In a similar vein, according to ESMA and the EBA, a more diverse management body can reduce the phenomenon of “group think” and facilitate independent opinions and constructive challenging in the process of decision making.

Nevertheless, many FSPs have a very homogenous composition at senior levels. In 2017, the Central Bank published data on the level of gender diversity at senior levels of regulated entities, which included analysis of nearly 18,000 applications received by the Central Bank for pre-approval for senior roles as part of its fitness and probity regime. According to that data in 2017, 18% of applicants at board level and 30% of applicants at senior management level were female. There does not appear to be any studies on racial or ethnic diversity in FSPs in Ireland.

Diversity and the Law

Large companies are generally required to disclose diversity and other non-financial information under the European Union (Disclosure of Non-Financial and Diversity Information by Certain Large Undertakings and Groups) Regulations 2017 (see our previous briefing here).

Moreover, credit institutions, investment firms, insurers and reinsurers are each under a specific legal obligation to put in place a diversity policy.

Regarding credit institutions and investment firms, CRD IV and MiFID require such institutions to ensure that they engage a broad set of qualities and competences when recruiting members to the management body. For that purpose, each institution must put in place a policy promoting diversity on the management body in terms of age, gender, geographical provenance and educational and professional background. ESMA and the EBA have published guidelines on these requirements, which came into force on 30 June 2018. The guidelines specify how diversity is to be taken into account in the process for selecting members of the management body and set out requirements regarding the diversity policy.

The Central Bank’s Corporate Governance Codes also set out diversity requirements. According to the Corporate Governance Requirements for Insurance Undertakings 2015, the board must establish a written policy on diversity with regard to the selection of persons for nomination as board members. The Corporate Governance Requirements for Credit Institutions 2015 also contain the same requirement.

More broadly, the Central Bank considers diversity and inclusion to be important components of well-managed, financially resilient, strategically-minded firms and, therefore, relevant to the Central Bank’s mandate of safeguarding stability and protecting consumers. In a speech delivered in November 2017, Ed Sibley, Deputy Governor of the Central Bank stated 2:

We can include diversity considerations in governance inspections and we can consider [it] as part of root cause analysis when we have concerns regarding behaviour and culture, or when serious issues emerge.

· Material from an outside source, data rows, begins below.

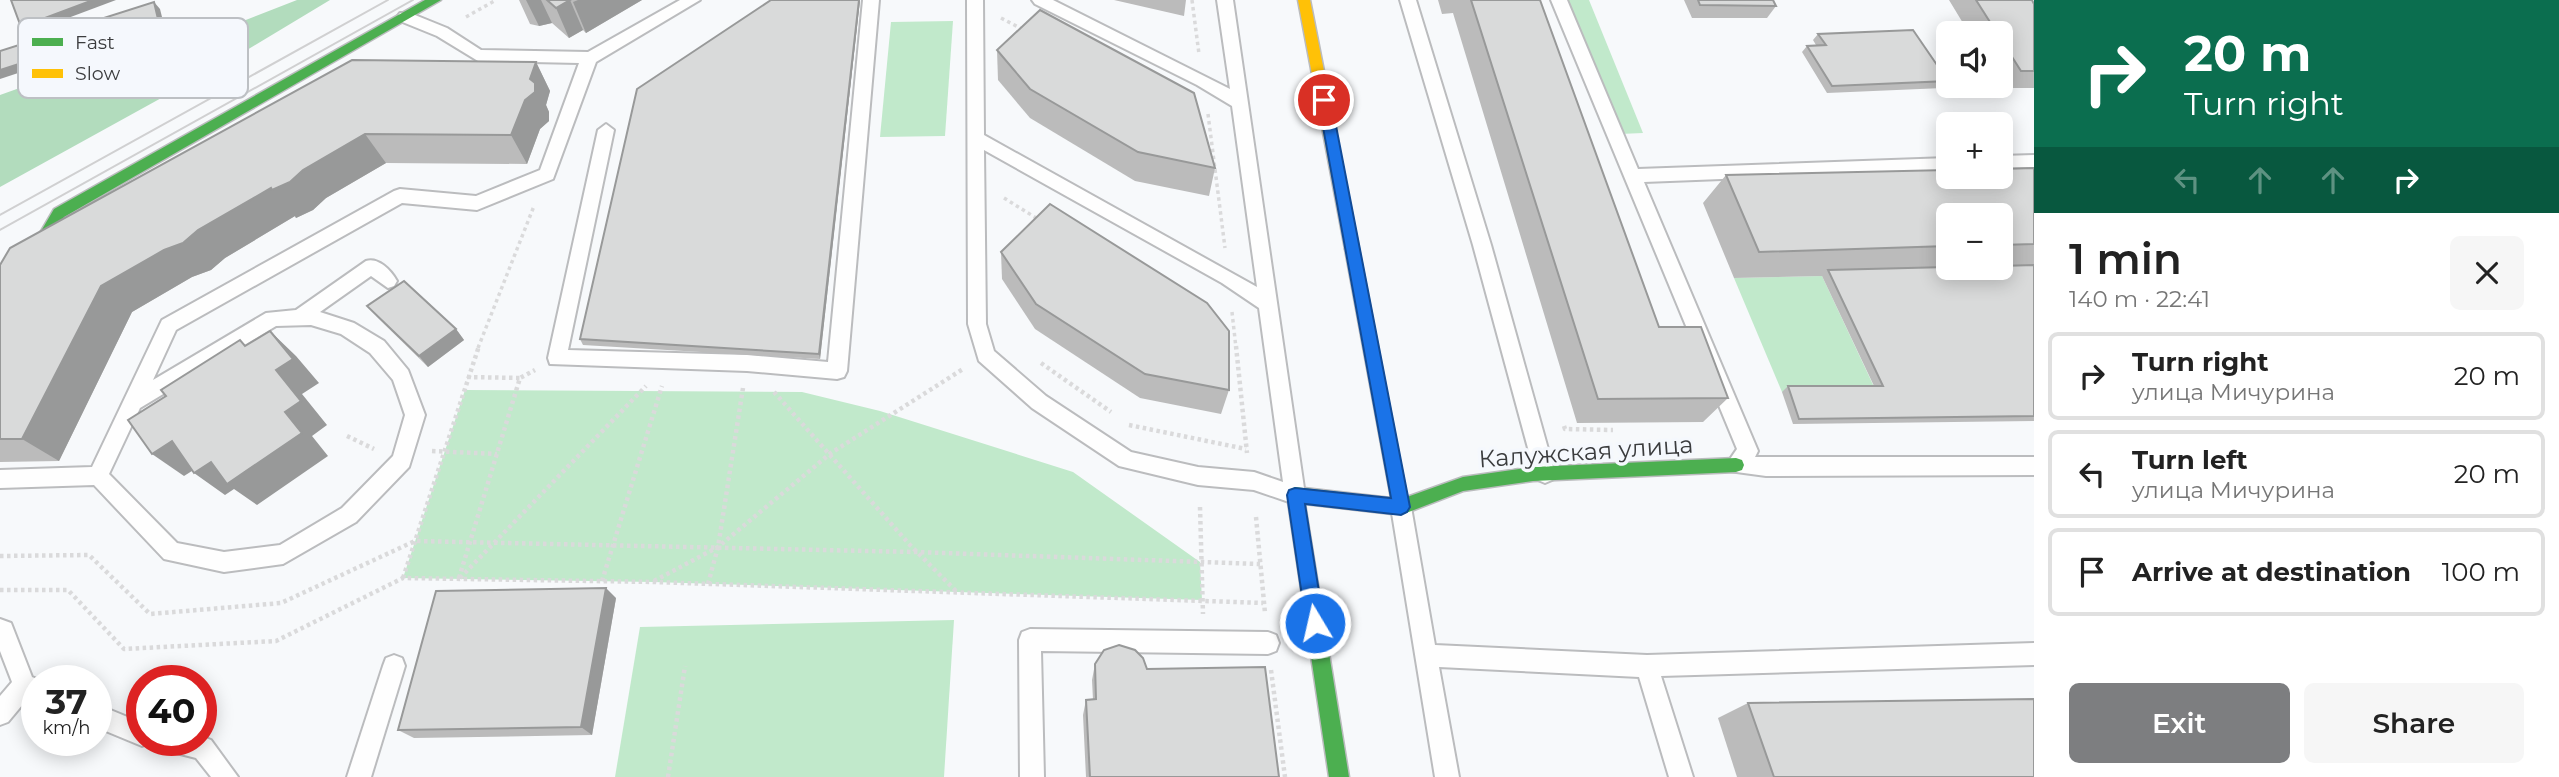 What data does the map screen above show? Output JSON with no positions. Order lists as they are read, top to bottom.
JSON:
{
  "streets": {
    "street": ["Калужская улица"]
  },
  "legend": ["Fast", "Slow"],
  "page": {
    "turn": ["20 m", "Turn right"],
    "map_buttons": ["+", "−"],
    "heading": ["1 min", "140 m · 22:41"],
    "list": [
      {
        "name": "Turn right",
        "note": "улица Мичурина",
        "value": "20 m"
      },
      {
        "name": "Turn left",
        "note": "улица Мичурина",
        "value": "20 m"
      },
      {
        "name": "Arrive at destination",
        "value": "100 m"
      }
    ],
    "speed": "37 km/h",
    "limit": "40",
    "buttons": ["Exit", "Share"]
  }
} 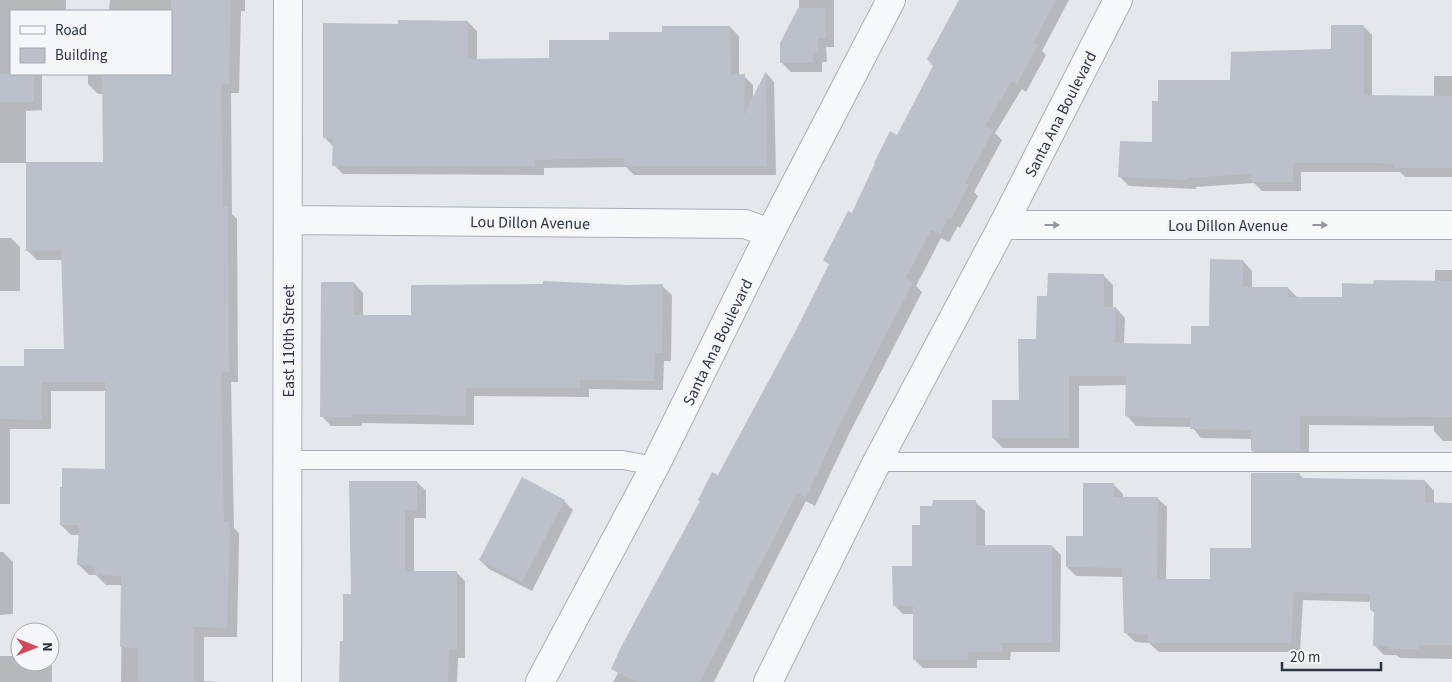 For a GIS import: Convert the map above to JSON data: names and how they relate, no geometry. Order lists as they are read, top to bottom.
{
  "streets": {
    "street": ["Santa Ana Boulevard", "Lou Dillon Avenue", "East 110th Street"]
  },
  "crossings": [
    ["Santa Ana Boulevard", "Lou Dillon Avenue"],
    ["Lou Dillon Avenue", "East 110th Street"]
  ],
  "one_way": ["Lou Dillon Avenue"],
  "legend": ["Road", "Building"],
  "scale_bar": "20 m",
  "north": "right"
} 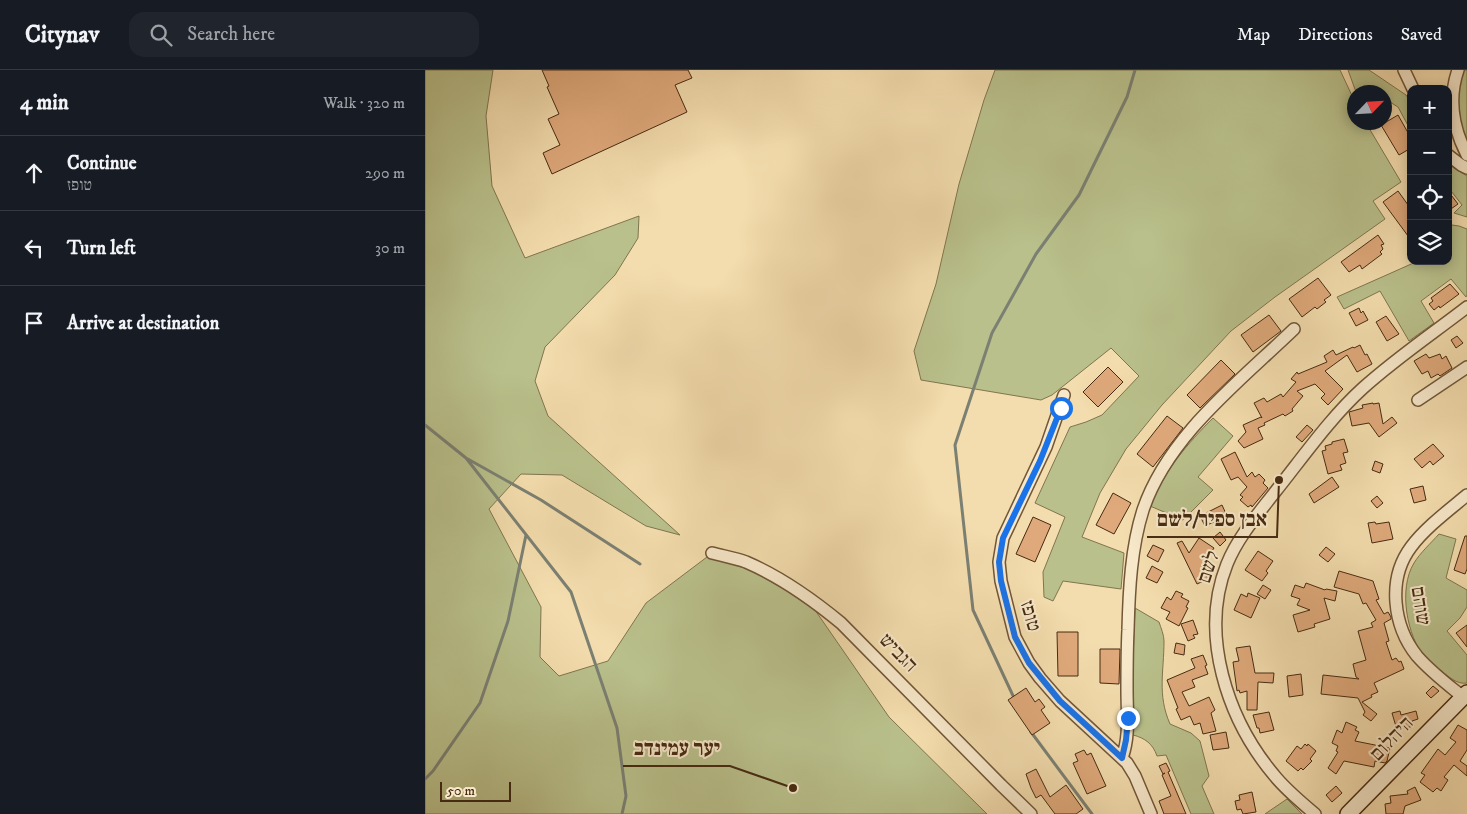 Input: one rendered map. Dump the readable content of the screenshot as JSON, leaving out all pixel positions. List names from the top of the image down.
{
  "streets": {
    "street": [
      "לשם",
      "שוהם",
      "טופז",
      "הגביש",
      "היהלום"
    ]
  },
  "crossings": [
    ["שוהם", "היהלום"]
  ],
  "places": ["אבן ספיר/לשם", "יער עמינדב"],
  "scale_bar": "50 m",
  "north": "top right",
  "page": {
    "header": "Citynav",
    "search": "Search here",
    "nav": ["Map", "Directions", "Saved"],
    "heading": ["4 min", "Walk · 320 m"],
    "map_buttons": ["+", "−"],
    "list": [
      ["Continue", "טופז", "290 m"],
      ["Turn left", "30 m"],
      "Arrive at destination"
    ],
    "scale": "50 m"
  }
} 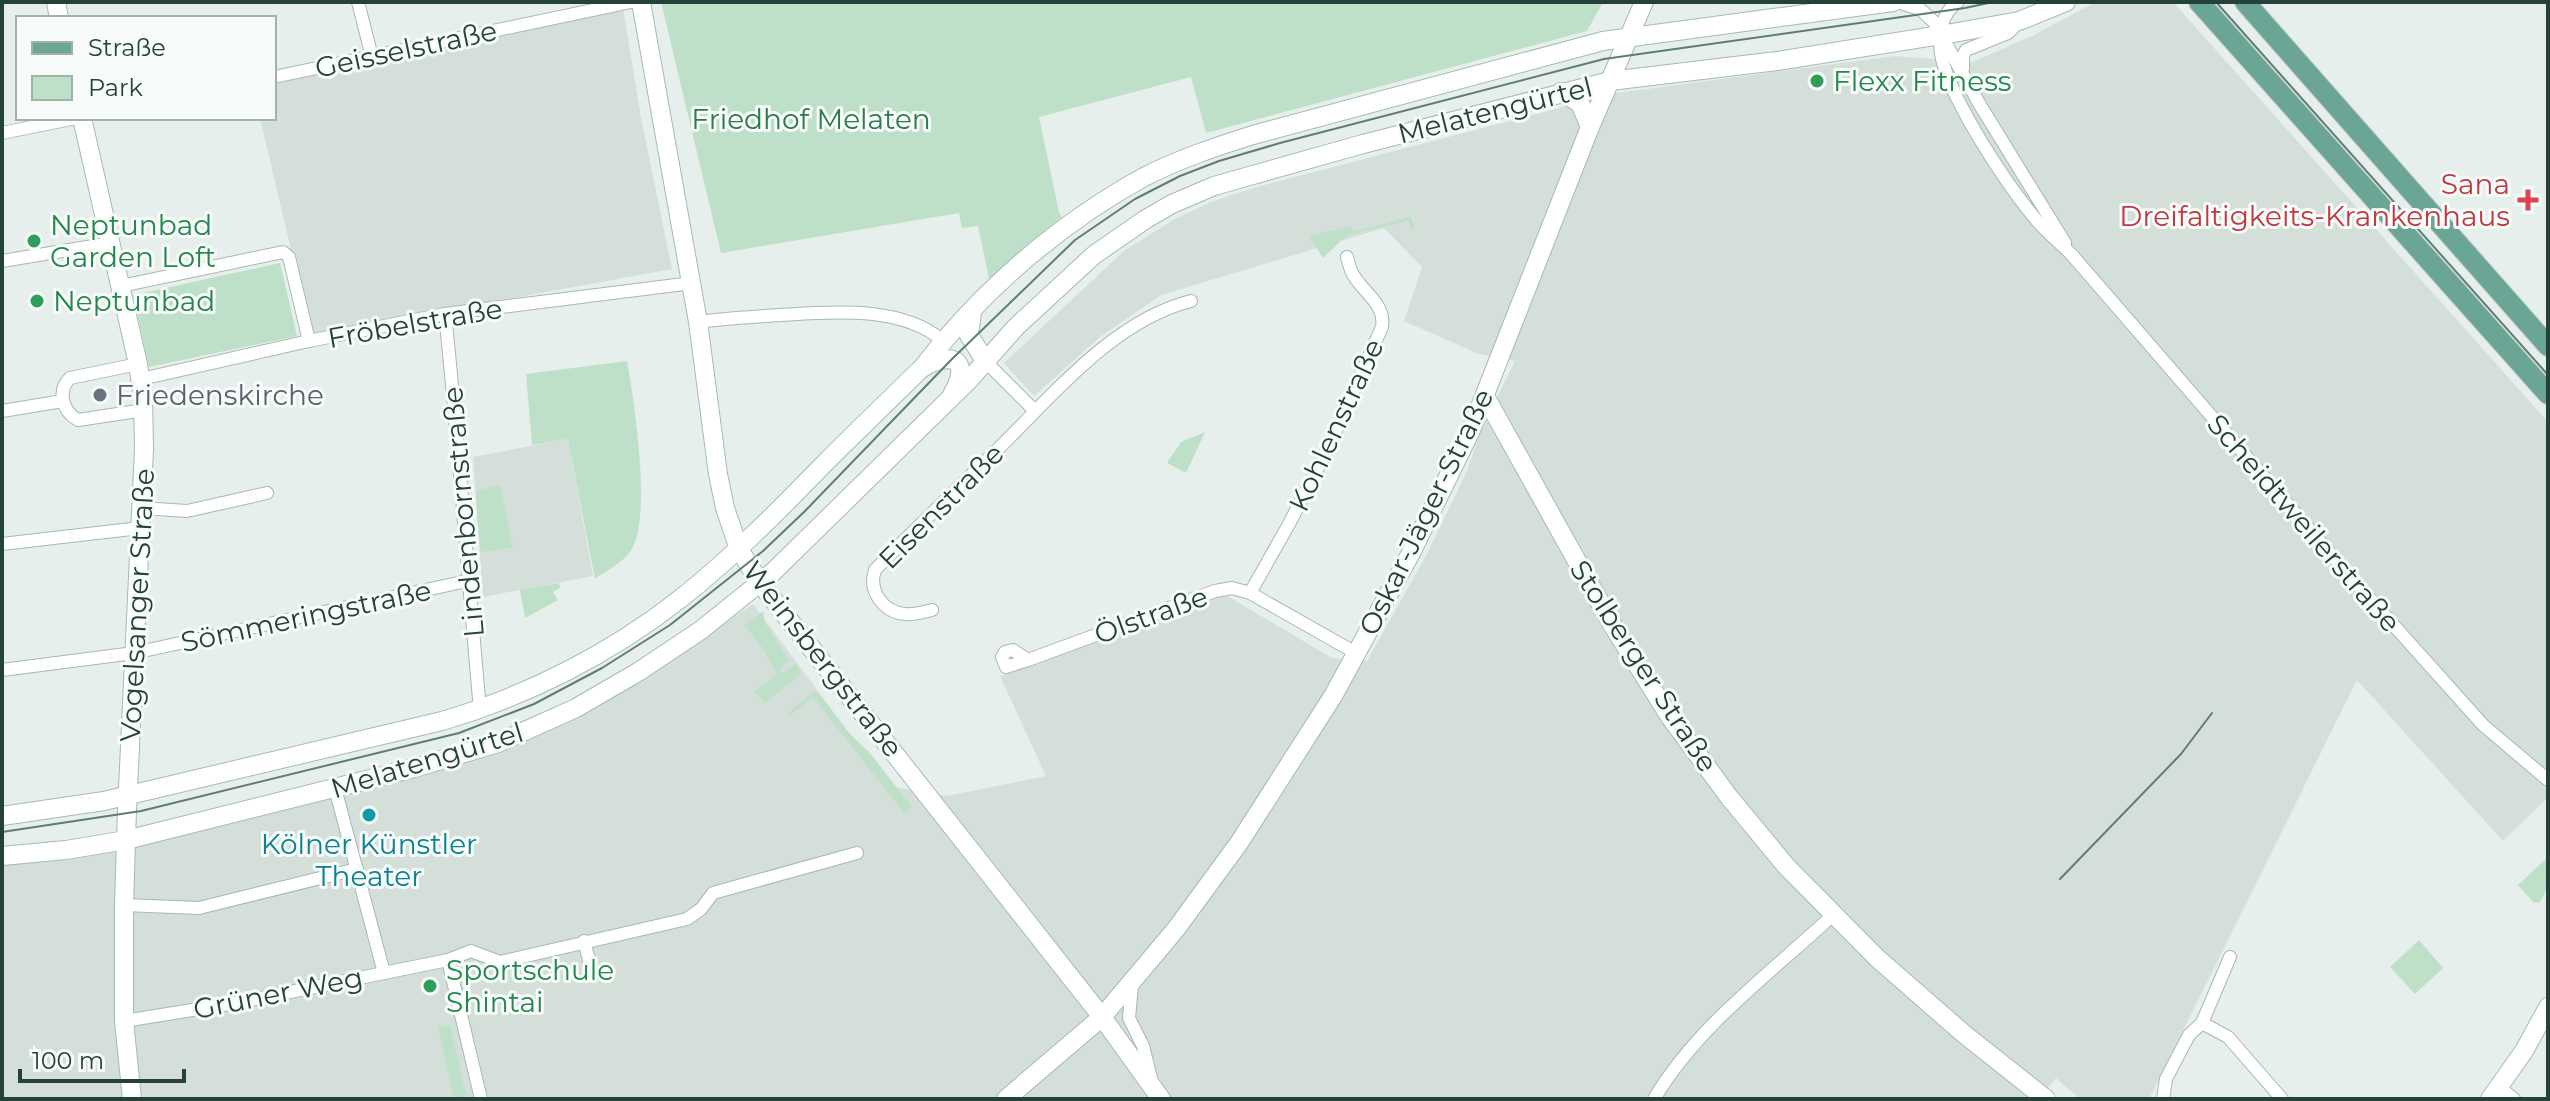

Above all, we can hold boards and executives to account to ensure that they are delivering as many have committed to do.

Moreover, in a speech delivered on 4 May 2018, Deputy Governor Sharon Donnery stated that, “in the absence of improvements in diversity at senior levels in regulated firms, the Central Bank will have to consider whether it is necessary to put specific requirements in place.” 3

Promoting Diversity

In view of the mounting evidence that diversity is an important component of good governance, each FSP should review the composition of its senior management and give careful consideration to how to increase its diversity, where this is warranted.

In its recent report on Behaviour and Culture of the Irish Retail Bank 4 (the “Report”), the Central Bank shed further light on its expectations regarding diversity, which appear to be of general relevance.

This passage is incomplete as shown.